Gesa Wohlrath drehte den Schlüssel im Türschloss ihres alten Taxis, zog noch einmal am Handgriff, um sich zu versichern, dass der Wagen auch wirklich verschlossen war und ging dann - schwer bepackt mit drei großen Plastiktüten - auf ihr neues Heim zu. Sie kam von Achim, ihrem Freund, nein, nun Ex-Freund, von dem sie sich vor kurzem getrennt hatte. Die Plastiktüten beinhalteten die Reste ihrer Sachen, die sie bei ihrem überstürzten Auszug aus seiner Wohnung zurückgelassen hatte. Achim und sie hatten sechs - so dachte Gesa - wunderbare Jahre miteinander verbracht, doch in den letzten neun Monaten war ihrer Beziehung zusehens die Luft entwichen. Ihm gefielen ihre Nachtschichten nicht, ihre Freunde, ihre Hobbies, ihr Dickkopf. Immer öfter wurde er laut, wenn sie ihm widersprach oder fuhr ihr vor Freunden über den Mund.
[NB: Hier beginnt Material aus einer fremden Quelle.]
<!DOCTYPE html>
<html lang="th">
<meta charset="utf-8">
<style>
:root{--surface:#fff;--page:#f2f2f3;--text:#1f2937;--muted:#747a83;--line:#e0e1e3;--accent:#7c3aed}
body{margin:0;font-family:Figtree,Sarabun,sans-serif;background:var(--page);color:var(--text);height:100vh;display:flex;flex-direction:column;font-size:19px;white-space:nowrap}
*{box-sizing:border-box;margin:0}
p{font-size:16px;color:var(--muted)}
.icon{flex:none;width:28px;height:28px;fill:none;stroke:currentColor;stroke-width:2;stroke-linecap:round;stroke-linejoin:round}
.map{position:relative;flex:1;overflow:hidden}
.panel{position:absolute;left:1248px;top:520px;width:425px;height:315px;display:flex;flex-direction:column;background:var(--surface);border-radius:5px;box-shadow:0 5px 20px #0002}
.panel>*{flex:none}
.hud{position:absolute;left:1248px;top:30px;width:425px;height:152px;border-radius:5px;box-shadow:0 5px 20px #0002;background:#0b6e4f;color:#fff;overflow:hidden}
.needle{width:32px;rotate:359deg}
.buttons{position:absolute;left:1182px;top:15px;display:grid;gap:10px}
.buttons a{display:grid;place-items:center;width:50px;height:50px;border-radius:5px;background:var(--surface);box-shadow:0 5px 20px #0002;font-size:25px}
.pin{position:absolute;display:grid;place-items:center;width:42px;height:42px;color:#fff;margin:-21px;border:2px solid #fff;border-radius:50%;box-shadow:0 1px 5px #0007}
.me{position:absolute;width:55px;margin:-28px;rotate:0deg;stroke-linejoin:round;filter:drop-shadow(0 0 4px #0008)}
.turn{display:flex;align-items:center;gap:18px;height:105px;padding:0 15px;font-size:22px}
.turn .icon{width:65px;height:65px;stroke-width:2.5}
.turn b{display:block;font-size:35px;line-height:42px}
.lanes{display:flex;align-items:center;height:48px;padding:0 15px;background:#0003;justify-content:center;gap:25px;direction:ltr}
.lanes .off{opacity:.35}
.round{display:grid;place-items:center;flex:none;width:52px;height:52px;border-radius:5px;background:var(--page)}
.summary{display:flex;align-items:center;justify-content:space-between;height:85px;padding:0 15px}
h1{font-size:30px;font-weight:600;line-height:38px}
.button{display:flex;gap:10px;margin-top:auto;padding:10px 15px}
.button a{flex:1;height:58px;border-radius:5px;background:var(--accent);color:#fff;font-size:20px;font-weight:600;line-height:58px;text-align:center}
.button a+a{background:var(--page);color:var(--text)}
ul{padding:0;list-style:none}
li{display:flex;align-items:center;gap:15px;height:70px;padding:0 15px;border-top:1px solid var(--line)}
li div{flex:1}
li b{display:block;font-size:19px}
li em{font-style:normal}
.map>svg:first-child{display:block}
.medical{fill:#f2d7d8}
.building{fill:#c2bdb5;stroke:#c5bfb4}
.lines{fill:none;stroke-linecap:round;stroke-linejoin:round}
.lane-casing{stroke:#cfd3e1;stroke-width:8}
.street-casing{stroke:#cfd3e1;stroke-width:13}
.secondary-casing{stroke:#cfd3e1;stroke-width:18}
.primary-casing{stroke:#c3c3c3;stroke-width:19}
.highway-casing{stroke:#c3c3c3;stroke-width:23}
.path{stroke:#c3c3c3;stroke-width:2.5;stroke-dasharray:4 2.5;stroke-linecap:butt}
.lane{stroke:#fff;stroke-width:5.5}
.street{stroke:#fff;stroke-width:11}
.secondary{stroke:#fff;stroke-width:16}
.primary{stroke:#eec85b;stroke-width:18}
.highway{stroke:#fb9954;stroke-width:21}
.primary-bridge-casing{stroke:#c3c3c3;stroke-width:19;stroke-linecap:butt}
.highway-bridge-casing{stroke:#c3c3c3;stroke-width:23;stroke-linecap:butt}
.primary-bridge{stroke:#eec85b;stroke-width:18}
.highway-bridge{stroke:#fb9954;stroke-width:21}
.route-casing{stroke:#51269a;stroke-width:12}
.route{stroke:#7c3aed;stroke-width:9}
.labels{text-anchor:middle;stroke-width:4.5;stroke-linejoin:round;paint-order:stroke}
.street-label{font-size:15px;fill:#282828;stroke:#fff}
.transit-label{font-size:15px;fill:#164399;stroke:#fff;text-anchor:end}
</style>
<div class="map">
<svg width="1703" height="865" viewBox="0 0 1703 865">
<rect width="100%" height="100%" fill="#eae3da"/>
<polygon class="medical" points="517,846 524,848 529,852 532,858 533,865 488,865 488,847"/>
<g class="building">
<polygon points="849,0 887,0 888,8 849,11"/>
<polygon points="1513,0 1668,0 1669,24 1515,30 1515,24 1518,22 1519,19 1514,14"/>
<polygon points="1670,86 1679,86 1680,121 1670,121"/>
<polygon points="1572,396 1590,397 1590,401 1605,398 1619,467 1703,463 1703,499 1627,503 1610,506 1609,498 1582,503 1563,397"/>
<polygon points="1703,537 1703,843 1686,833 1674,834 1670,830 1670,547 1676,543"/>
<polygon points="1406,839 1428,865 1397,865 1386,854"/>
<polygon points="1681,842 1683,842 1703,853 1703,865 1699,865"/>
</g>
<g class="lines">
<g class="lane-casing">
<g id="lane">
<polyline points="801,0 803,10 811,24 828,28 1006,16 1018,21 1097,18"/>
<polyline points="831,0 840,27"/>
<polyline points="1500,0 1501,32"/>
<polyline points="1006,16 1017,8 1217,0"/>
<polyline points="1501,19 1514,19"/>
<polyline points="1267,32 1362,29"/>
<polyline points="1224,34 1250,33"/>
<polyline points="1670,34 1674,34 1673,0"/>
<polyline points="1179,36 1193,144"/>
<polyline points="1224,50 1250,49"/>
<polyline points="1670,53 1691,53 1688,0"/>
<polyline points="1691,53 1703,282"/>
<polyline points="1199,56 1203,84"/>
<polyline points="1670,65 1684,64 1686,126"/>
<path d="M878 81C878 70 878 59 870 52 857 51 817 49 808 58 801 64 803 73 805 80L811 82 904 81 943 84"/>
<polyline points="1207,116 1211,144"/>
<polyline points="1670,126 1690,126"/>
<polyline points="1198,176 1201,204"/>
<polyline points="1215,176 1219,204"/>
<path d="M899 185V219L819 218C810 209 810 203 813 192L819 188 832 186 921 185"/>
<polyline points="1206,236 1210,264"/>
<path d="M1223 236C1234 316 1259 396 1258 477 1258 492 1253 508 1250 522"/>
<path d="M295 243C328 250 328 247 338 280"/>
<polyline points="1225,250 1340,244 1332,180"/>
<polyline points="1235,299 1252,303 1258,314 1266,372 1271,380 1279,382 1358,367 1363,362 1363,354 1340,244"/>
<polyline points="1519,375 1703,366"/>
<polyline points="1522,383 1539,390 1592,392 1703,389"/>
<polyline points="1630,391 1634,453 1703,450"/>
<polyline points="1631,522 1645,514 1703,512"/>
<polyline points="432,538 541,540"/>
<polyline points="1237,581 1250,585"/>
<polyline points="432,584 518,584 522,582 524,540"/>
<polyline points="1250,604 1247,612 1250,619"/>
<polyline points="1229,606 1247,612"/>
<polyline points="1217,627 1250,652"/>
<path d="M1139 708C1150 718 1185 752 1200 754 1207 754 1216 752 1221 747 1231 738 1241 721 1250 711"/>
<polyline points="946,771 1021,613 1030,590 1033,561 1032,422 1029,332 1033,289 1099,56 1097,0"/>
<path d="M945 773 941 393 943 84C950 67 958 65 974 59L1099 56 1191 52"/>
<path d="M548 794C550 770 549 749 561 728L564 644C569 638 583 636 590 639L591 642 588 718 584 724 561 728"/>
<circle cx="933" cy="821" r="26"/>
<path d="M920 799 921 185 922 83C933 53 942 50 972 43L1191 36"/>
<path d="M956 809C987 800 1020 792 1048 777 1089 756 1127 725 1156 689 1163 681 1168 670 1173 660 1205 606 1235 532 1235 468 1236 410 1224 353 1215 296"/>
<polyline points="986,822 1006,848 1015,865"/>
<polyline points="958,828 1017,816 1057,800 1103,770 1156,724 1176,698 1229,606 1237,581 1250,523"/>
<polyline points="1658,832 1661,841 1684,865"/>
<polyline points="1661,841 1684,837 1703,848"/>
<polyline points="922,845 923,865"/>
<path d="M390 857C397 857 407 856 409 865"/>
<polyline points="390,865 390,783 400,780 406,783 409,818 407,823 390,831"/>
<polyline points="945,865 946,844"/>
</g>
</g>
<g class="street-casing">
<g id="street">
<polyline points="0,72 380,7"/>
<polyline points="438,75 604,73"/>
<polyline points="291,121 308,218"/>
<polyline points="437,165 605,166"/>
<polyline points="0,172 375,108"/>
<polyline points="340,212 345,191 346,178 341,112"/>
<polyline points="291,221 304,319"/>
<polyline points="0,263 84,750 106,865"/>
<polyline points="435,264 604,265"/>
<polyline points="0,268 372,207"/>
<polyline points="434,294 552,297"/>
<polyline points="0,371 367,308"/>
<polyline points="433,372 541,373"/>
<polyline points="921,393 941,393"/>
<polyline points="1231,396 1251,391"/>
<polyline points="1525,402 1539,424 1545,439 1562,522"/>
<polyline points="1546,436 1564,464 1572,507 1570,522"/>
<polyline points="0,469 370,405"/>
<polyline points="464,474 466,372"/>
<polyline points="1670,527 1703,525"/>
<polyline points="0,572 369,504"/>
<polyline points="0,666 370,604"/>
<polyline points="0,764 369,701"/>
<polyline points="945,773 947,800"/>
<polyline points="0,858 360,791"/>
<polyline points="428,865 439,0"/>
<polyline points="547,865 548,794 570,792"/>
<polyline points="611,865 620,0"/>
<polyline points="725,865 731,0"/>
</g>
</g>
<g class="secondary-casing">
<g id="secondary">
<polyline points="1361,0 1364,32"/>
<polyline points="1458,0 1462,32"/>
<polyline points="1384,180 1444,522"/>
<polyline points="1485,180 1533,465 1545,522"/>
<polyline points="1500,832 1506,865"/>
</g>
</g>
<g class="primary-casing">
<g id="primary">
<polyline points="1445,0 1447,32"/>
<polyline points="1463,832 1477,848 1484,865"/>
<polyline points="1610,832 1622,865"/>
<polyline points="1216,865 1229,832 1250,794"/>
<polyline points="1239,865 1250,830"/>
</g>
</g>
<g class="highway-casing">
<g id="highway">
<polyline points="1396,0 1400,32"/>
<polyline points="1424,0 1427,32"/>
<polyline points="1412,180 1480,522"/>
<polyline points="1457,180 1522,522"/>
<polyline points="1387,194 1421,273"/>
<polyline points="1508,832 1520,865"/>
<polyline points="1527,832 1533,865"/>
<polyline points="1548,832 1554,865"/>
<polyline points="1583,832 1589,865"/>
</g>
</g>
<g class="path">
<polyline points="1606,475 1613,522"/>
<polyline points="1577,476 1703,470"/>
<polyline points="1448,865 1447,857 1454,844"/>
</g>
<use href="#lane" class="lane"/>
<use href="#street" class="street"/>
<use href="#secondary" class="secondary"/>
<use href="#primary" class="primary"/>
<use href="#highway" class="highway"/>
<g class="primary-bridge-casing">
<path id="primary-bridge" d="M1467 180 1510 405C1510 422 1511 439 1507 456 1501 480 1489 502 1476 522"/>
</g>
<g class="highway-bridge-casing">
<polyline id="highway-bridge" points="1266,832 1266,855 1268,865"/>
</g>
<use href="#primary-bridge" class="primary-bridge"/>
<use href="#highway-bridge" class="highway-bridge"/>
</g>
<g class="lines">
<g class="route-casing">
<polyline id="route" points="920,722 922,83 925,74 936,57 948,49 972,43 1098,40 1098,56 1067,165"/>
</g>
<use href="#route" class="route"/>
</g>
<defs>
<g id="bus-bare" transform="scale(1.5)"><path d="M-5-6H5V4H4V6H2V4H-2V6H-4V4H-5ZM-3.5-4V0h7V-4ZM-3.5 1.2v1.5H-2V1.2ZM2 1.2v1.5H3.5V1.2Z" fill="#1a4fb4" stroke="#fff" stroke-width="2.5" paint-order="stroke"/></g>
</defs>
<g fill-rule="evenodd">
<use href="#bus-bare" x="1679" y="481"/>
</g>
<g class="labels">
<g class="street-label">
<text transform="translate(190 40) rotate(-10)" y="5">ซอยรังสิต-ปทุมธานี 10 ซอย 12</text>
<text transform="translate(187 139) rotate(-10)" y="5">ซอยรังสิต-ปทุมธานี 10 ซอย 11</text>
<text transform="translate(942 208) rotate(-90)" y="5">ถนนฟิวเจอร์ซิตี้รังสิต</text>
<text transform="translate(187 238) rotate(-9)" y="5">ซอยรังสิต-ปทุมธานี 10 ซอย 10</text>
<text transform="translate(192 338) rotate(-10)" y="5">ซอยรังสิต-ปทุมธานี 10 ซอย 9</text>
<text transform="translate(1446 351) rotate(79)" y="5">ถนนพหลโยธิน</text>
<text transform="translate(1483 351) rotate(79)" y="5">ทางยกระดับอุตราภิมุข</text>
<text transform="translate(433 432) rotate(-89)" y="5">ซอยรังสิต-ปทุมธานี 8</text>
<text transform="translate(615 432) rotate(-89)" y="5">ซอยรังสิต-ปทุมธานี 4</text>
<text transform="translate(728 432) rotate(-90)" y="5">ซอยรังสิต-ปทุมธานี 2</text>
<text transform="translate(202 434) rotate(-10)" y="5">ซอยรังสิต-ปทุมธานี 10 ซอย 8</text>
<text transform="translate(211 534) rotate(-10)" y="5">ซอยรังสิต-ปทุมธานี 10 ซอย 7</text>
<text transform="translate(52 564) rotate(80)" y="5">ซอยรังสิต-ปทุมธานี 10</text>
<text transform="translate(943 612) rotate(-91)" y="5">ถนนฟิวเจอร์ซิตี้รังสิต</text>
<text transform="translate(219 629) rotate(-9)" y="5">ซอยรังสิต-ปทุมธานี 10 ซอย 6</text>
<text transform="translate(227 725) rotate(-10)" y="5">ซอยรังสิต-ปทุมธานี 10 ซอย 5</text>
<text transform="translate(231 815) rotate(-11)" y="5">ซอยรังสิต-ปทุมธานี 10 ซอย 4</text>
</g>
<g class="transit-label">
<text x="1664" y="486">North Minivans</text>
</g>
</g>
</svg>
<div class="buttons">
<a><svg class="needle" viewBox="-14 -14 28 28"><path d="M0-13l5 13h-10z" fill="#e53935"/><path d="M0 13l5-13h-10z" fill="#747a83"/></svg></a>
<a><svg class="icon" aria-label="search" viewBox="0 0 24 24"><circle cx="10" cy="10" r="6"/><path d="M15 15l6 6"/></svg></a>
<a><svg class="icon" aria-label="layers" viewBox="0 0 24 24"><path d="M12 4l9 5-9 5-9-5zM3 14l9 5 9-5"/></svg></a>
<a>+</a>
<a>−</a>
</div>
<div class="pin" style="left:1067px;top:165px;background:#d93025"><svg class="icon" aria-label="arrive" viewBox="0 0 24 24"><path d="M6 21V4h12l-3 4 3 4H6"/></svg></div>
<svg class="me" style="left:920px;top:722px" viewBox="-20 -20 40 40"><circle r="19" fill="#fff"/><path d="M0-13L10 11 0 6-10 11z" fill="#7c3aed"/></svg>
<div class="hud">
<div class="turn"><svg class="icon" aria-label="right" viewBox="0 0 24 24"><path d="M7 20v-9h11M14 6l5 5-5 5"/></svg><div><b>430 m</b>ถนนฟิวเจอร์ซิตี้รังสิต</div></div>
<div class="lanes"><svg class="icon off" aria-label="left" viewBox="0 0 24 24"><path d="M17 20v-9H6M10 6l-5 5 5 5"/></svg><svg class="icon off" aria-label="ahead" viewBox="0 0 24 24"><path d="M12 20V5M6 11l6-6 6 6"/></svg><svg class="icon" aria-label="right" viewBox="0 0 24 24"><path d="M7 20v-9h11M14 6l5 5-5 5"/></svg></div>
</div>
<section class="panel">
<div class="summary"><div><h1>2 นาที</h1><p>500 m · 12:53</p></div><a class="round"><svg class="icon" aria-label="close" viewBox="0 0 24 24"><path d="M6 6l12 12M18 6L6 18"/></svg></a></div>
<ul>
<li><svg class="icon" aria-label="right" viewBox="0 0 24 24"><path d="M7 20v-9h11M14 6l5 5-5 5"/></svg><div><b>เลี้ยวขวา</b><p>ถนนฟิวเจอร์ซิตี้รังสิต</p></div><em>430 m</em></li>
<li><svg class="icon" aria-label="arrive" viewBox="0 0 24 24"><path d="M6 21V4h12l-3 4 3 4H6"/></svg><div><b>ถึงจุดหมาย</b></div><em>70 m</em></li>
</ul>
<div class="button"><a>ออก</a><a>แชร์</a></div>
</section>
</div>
Es gab nur eine Sache, die sie am Ende mit Achim noch in aller Ruhe hatte tun können. Sein Lieblingsspiel spielen: „Vier gewinnt“. Gesa hatte Stunde um Stunde mit Achim im Wohnzimmer verbracht und versucht, vier rote Scheiben (sie hatte immer rot, weil Achims Lieblingsfarbe gelb war), diagonal, vertikal oder horizontal in eine Reihe zu legen. Nur selten war es ihr geglückt, was sie aber nicht weiter betrübt hatte. Sie war kein großer Fan dieses Spiels, es war ihr zu langweilig. Lange hatte sie über eine Möglichkeit nachgedacht, das Spiel spannender zu gestalten. Ihr war jedoch nichts eingefallen.

Irgendwann ging gar nichts mehr zwischen ihnen und nach einem heftigen Streit vor sechs Wochen hatte Gesa kurzentschlossen ihre Sachen gepackt und war erst einmal bei ihrer Freundin Carolin untergekommen. Diese war die meiste Zeit nicht zu Hause. Sie war der unternehmungslustigste Menschen, den Gesa kannte und auch wenn sie sonst gerne mit Carolin um die Häuser zog, war sie zu diesem Zeitpunkt ganz froh über das Alleinsein. In Carolins Wohnung hatte sie wieder zu sich selbst finden können, nur die Wut auf Achim war geblieben. Besonders, als sie im Nachhinein erfuhr, dass Achim sie schon seit geraumer Zeit mit einer seiner Arbeitskolleginnen betrogen hatte.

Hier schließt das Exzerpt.